“Something is Happening Here”

Our minds are boggled by the recent scandals.   What is so hard to grasp is how Governor Blagojevich’s could think his attempts to sell Obama’s senate seat would not be uncovered?  How could Bernard Madoff’s believe his 50 billion dollar Ponzi scheme could succeed.  Where is reality in this?

It is not as difficult to grasp how others are deceived by such acts.  The persistence of old perceptions and the desire to believe can easily override normal doubt, particularly in a group context where the group sets up norms to which members silently conform.  But how can the “perpetrators” come to believe that they will not be found out?  Are they sociopaths, without the regulating influence of conscience?  Are they in a state of manic denial?  Could they be psychotic?  Clearly, they seem to be narcissistic, but that is hardly enough to account for such extravagant misbehavior.

These are the kinds of explanations we tend to use to account for such individual acts of self-deception, but none of them seem to fit what we know about the personalities involved.  How does fraud lose touch with reality?

First of all, there must be something about our culture that supports such audacious gambles, such extraordinary ambitions.  We have seen again and again over the past decades a number of people who seemingly arise out of nowhere to possess great wealth and fame.  It has become something of a norm, and because we tend to assume that people are responsible for their own achievements and celebrity we discount the collective efforts that lie behind such accomplishments.  In effect, we encourage a kind of delusion about what it takes to succeed.  False expectations and standards are set up.

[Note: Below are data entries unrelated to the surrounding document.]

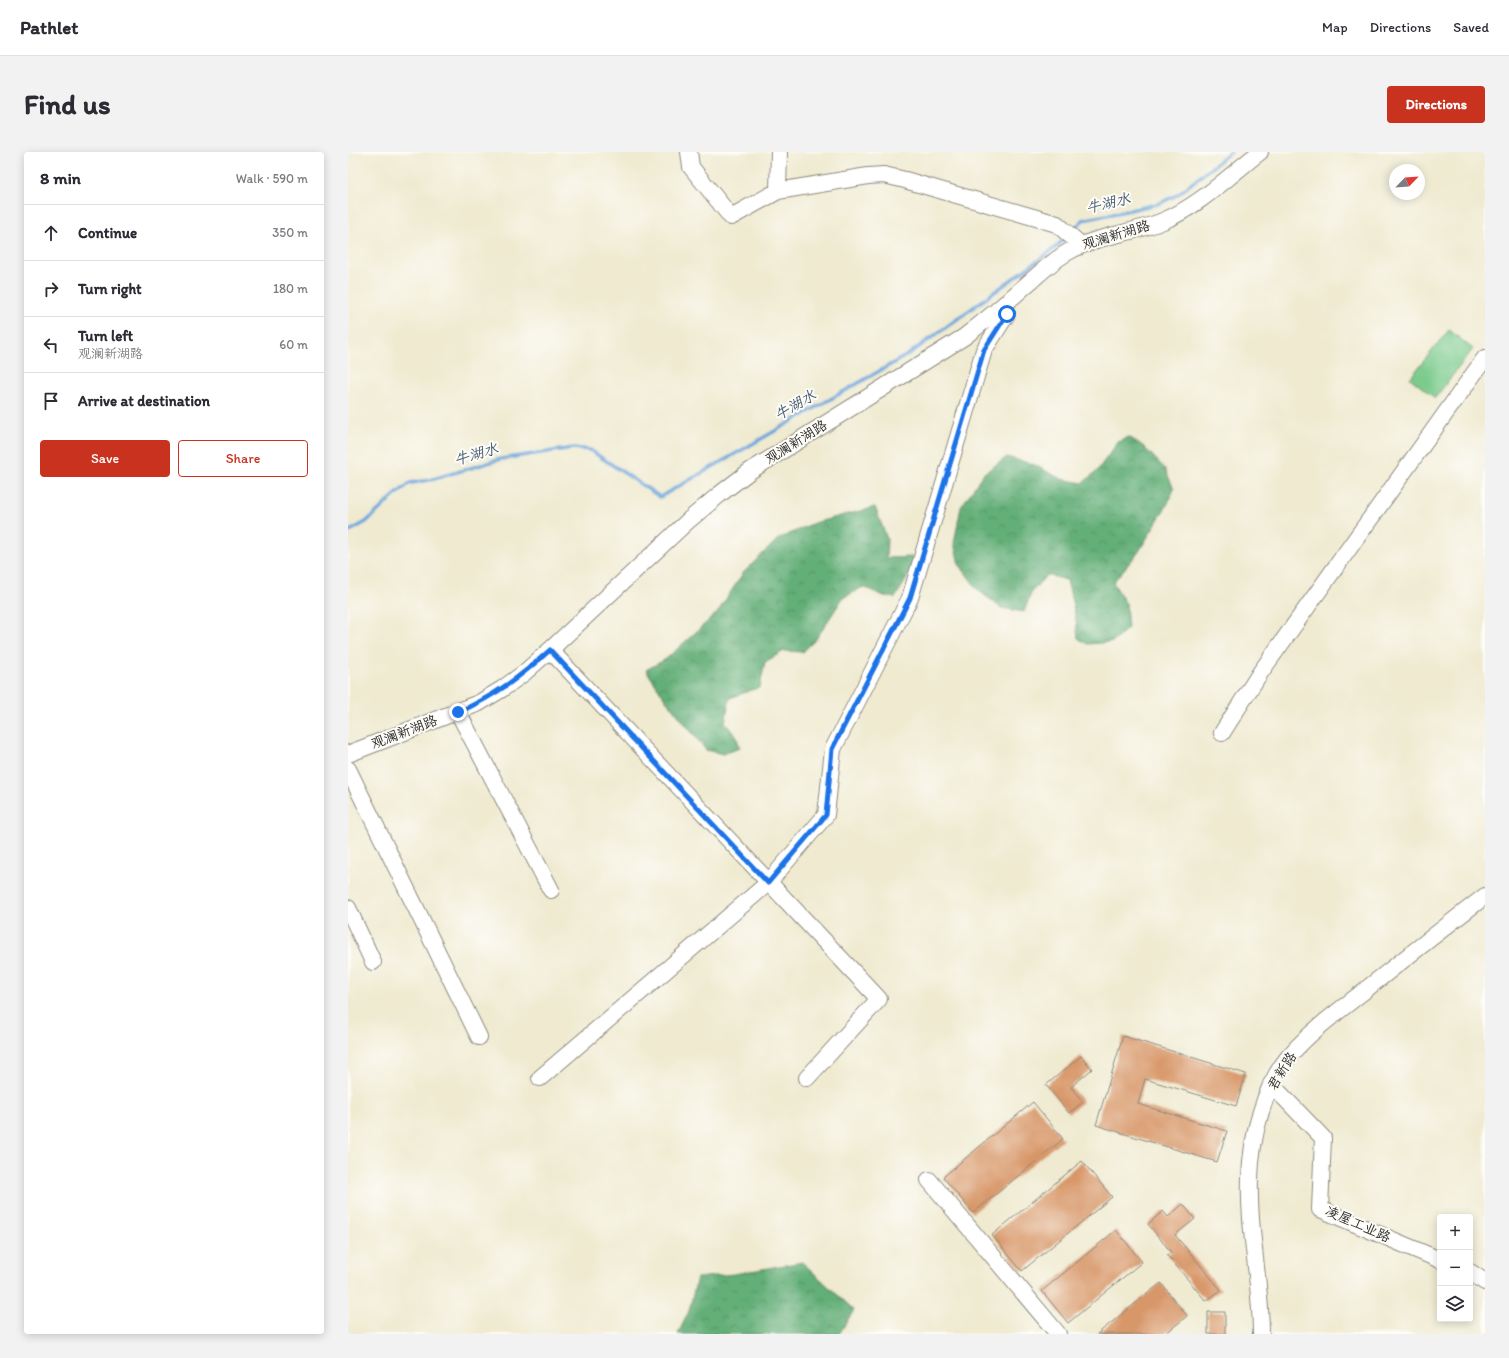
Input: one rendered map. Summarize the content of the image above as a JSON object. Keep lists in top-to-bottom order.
{
  "streets": {
    "street": ["观澜新湖路", "君新路", "凌屋工业路"]
  },
  "crossings": [
    ["君新路", "凌屋工业路"]
  ],
  "water": ["牛湖水"],
  "north": "top right",
  "page": {
    "header": "Pathlet",
    "nav": ["Map", "Directions", "Saved"],
    "buttons": [
      "Directions",
      ["Save", "Share"]
    ],
    "title": "Find us",
    "heading": ["8 min", "Walk · 590 m"],
    "list": [
      ["Continue", "350 m"],
      ["Turn right", "180 m"],
      ["Turn left", "观澜新湖路", "60 m"],
      "Arrive at destination"
    ],
    "map_buttons": ["+", "−"]
  }
}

But while that may explain how such unrealistic expectations are established, how they become goals for many to aspire to, that is not enough to explain these scandals.  I suspect that what happened here is a more gradual process.  Each man, aiming for great success, no doubt, ventured to break the rules bit by bit, starting small and then venturing more as they found they got away with it.  A little graft, to test the waters, a little cooking of the books.

Their beginning successes, no doubt, then convinced them to venture more, to up the ante — and that seemed to work as well.  At some point, they must have become convinced that the old realities just did not apply.  And it must have been that they found supporters and assistants who seemed to confirm their new beliefs along the way and they lost touch with or severed connections with those who might have challenged their judgment.  As they ventured further and further out on the thin ice, it did not break;  they became more and more confident.  Maybe the ice wasn’t so thin after all.

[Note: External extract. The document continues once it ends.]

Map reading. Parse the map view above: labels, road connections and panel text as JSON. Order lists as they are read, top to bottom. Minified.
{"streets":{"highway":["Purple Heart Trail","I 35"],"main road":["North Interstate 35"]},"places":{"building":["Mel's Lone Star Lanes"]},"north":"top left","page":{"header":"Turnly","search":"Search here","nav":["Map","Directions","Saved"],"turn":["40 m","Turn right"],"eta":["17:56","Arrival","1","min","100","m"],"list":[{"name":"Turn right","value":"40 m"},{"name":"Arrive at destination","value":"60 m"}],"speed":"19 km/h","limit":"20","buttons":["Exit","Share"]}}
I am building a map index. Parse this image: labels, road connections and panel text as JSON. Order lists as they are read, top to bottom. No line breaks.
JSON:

Another analogy:  if you put frogs in a pot of cold water and then turn on the heat, the frogs will stay in the pot until they die.  There is no signal to warn them of danger, and so they stay put until it is to late.  Indeed, they may well be enjoying their warmer environment as they lose touch with it.  Similarly our consciousness can fail to warn us about a significant shift in our environment, until is too late to change.   

In both cases, it seem clear that there were warning signs;  suspicions were aroused.  Perhaps the lesson here is that others need to be more vigilant in following up the signs of fraud, but also that we need to be more careful to speak up in the presence of delusions.  Fraud of such magnitude requires assistance if not outright collusion.  It remains to be seen who will stand accused or convicted in these cases.  But it cannot be that these were simply individual acts.